Section 2: Introduction to ggplot2


2.1 Basics of ggplot2

Overview of Components

ggplot2 is designed to work exclusively with tidy data (rows are observations and columns are variables).

Plots in ggplot2 consist of 3 main components:
* Data: The dataset being summarized
* Geometry: The type of plot (scatterplot, boxplot, barplot, histogram, qqplot, smooth density, etc.)
* Aesthetic mapping: Variables mapped to visual cues, such as x-axis and y-axis values and color

There are additional components, including a scale component:
* Scale

And style components:
* Labels, Title, Legend
* Theme/Style

You can construct a plot by simply calling ggplot and passing in data, but having not specified any geometry, mapping or additional components, the screen will be blank.

#ggplot(data = murders)
murders %>% ggplot()

Customizing Plots

Layers

In ggplot2, graphs are created by adding layers to the ggplot object, using the + operator:

DATA %>% ggplot() + LAYER_1 + LAYER_2 + … + LAYER_N

The geometry layer defines the plot type and takes the format geom_X where X is the plot type. If you are creating a geometry for a single variable, the most common options are density, histograms or barplots:

If you are creating a geometry for two variables, the most common options are line, point, boxplot:

murders %>% ggplot() +
    geom_point(aes(x = population/10^6, y = total))

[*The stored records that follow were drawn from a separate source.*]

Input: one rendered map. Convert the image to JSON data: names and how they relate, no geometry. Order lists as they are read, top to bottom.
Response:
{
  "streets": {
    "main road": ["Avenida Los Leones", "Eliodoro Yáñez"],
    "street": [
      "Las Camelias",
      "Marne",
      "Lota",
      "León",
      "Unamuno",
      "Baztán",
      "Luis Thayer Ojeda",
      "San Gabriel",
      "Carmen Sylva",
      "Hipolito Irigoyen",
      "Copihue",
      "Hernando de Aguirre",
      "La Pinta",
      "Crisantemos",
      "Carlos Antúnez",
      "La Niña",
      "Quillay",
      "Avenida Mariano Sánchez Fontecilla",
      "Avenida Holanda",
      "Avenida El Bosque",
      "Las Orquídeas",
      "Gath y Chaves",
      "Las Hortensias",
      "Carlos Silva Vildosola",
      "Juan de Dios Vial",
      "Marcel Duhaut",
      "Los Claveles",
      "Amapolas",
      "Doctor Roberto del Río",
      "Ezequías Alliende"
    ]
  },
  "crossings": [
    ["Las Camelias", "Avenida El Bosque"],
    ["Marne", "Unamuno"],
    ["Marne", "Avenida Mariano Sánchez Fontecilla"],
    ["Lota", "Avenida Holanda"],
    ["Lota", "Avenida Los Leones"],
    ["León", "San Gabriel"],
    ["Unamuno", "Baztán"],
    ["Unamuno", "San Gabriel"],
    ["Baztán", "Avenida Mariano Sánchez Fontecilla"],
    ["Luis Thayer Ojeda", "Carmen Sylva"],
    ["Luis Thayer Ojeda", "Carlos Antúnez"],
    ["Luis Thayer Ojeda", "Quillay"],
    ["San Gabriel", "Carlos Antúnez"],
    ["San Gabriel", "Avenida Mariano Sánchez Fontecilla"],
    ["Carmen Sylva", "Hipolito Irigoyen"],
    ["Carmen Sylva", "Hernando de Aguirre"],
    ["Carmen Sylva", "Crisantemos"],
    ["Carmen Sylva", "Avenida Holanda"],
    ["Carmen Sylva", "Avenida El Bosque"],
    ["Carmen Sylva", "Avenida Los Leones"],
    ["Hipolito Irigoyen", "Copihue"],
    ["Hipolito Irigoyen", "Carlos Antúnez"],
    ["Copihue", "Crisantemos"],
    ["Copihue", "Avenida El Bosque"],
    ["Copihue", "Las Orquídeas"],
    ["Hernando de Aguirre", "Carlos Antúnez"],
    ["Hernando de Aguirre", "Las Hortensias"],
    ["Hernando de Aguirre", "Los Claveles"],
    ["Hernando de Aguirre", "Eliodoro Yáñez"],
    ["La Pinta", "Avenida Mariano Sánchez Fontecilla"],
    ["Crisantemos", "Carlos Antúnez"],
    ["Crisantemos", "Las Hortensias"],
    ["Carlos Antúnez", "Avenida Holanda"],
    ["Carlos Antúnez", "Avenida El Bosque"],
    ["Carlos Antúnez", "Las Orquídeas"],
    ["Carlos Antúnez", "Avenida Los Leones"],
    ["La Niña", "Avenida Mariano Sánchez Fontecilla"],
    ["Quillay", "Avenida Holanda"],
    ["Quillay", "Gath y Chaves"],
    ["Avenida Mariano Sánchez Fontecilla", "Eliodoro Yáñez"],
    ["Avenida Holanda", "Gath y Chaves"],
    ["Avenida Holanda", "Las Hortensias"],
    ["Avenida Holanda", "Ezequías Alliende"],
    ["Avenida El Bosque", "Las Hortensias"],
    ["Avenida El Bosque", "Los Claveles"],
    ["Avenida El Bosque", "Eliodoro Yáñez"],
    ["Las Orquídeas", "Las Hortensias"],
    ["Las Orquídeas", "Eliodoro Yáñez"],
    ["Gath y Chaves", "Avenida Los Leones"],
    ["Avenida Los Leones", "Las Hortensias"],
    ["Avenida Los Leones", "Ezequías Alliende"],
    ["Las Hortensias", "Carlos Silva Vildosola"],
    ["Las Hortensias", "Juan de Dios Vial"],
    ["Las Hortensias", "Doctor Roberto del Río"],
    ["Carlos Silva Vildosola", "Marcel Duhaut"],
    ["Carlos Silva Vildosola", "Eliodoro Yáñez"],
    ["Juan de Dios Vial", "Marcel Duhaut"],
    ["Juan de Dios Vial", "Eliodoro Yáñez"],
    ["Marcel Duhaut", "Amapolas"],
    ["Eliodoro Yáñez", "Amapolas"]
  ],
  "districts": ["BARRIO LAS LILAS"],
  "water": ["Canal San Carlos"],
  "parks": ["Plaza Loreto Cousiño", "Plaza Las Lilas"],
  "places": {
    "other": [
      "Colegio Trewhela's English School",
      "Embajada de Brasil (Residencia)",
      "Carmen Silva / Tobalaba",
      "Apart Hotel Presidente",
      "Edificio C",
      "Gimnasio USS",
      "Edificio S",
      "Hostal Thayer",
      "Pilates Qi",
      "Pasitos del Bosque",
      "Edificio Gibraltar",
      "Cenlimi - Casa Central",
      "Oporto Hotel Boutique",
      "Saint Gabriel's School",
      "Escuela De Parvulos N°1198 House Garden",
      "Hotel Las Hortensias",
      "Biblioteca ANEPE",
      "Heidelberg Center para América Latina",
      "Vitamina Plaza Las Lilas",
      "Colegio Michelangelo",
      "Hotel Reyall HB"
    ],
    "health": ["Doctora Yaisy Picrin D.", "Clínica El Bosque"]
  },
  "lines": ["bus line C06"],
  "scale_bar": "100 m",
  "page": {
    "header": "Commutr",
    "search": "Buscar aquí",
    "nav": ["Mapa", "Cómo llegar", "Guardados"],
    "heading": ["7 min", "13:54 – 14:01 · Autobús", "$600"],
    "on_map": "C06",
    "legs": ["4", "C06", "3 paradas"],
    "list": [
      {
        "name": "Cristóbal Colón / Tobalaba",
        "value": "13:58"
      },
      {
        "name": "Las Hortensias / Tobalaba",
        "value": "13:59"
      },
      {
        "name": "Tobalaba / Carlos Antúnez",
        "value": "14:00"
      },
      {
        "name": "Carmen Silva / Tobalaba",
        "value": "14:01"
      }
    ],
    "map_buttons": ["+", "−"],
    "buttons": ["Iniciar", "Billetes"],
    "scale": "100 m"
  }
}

aes() is the function which you most use. It connects the data, or maps it, to the elements of the graph.

Aesthetic mappings, aes() describes how properties of the data connect with features of the graph (axis position, color, size, etc.) Define aesthetic mappings with the aes() function. aes() uses variable names from the object component (for example, total rather than murders$total).